One thing that all did agree on was the uprated exhaust note. The burble is back in the Holden V8. While it’s still muted by noise regulations that are amongst the toughest in the world, there’s certainly a more aggressive note to the updated Monaro. Holden redesigned the system from the catalytic converters back. A split exhaust is now possible because of the relocation of the fuel tank forward of the rear axle to suit USA safety requirements. Monaro, of course, is sold over there as the Pontiac GTO. The exhaust emerges as big bore 95mm tips on either side of the car.
That’s the positive side of the new fuel tank location, the negative side is the disappearance of about half the boot. What’s left is verging on being a joke, so if you plan to cart a lot of bulky gear around take a look under that bootlid before settling on a Monaro.
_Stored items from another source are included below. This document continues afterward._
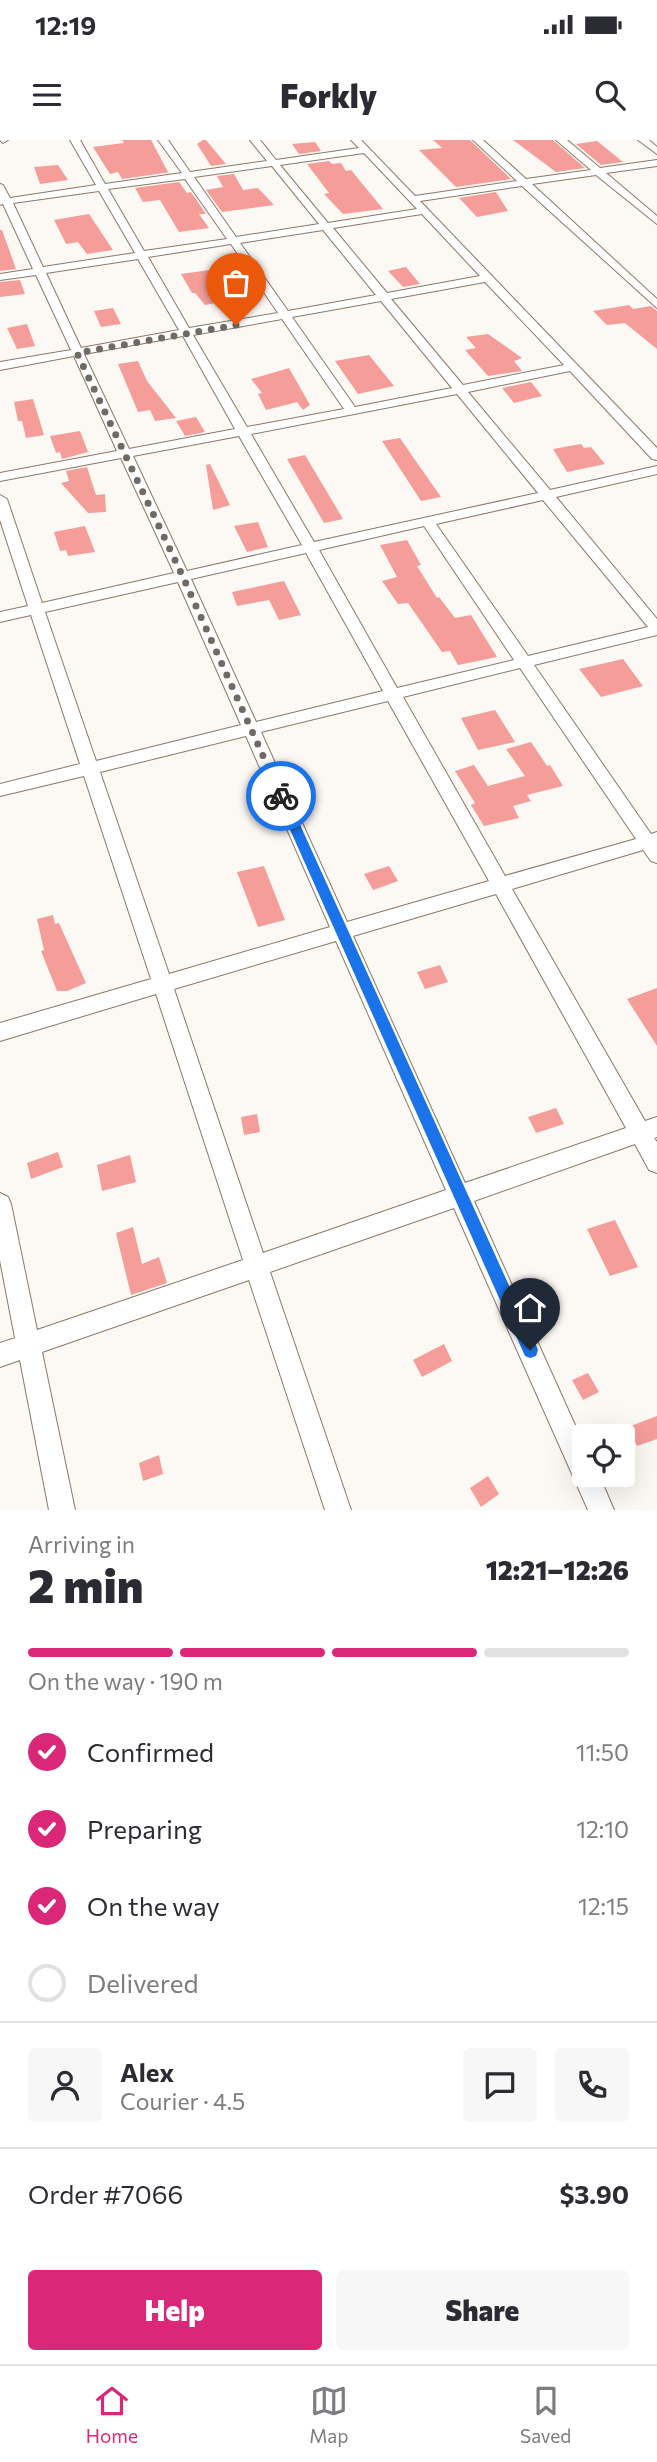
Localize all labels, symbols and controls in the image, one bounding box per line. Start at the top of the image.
text: 12:19 [35,9,96,40]
text: Forkly [280,75,377,115]
icon: menu [28,76,66,114]
icon: search [591,76,629,114]
pin [206,253,266,325]
icon: bag [217,264,255,302]
courier [246,761,316,831]
icon: bike [262,777,300,815]
pin [500,1278,560,1350]
icon: home [511,1289,549,1327]
map controls [572,1424,635,1487]
button: locate [572,1424,635,1487]
text: Arriving in [28,1530,135,1558]
text: 12:21–12:26 [486,1554,629,1585]
text: 2 min [28,1556,144,1612]
text: On the way · 190 m [28,1667,223,1695]
icon: check [28,1733,66,1771]
text: Confirmed [87,1736,214,1767]
text: 11:50 [576,1738,629,1766]
icon: check [28,1810,66,1848]
text: Preparing [87,1813,202,1844]
text: 12:10 [576,1815,629,1843]
icon: check [28,1887,66,1925]
text: On the way [87,1890,220,1921]
text: 12:15 [578,1892,629,1920]
text: Delivered [87,1967,198,1998]
button: person [28,2048,102,2122]
button: chat [463,2048,537,2122]
button: phone [555,2048,629,2122]
text: Alex [120,2056,174,2087]
text: Courier · 4.5 [120,2087,245,2115]
text: Order #7066 [28,2178,183,2209]
text: $3.90 [559,2178,629,2209]
button: Help [28,2270,322,2350]
button: Share [336,2270,629,2350]
tab: Home [86,2382,138,2447]
tab: Map [309,2382,349,2447]
tab: Saved [520,2382,571,2447]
VZ Monaro’s powered by a Gen III 5.7-litre V8, now upgraded to provide peak power of 260kW, 15kW more than before. Previous criticism of lack of torque below 3000rpm has been addressed and the VZ Monaro is more driveable in commuting conditions.
It’s as thirsty as ever, though. In normal suburban running it typically used about 16 to 18 litres per hundred kilometres. This big V8 has always been at its best when in cruising mode and country trips will see consumption dropping to a much more reasonable 11 to 13 litres per hundred.
Monaro now has bigger brakes to balance its extra grunt. The solid rear discs have been replaced by ventilated units and a brake assist system (BAS) and electronic brakeforce distribution (EBD) are now standard.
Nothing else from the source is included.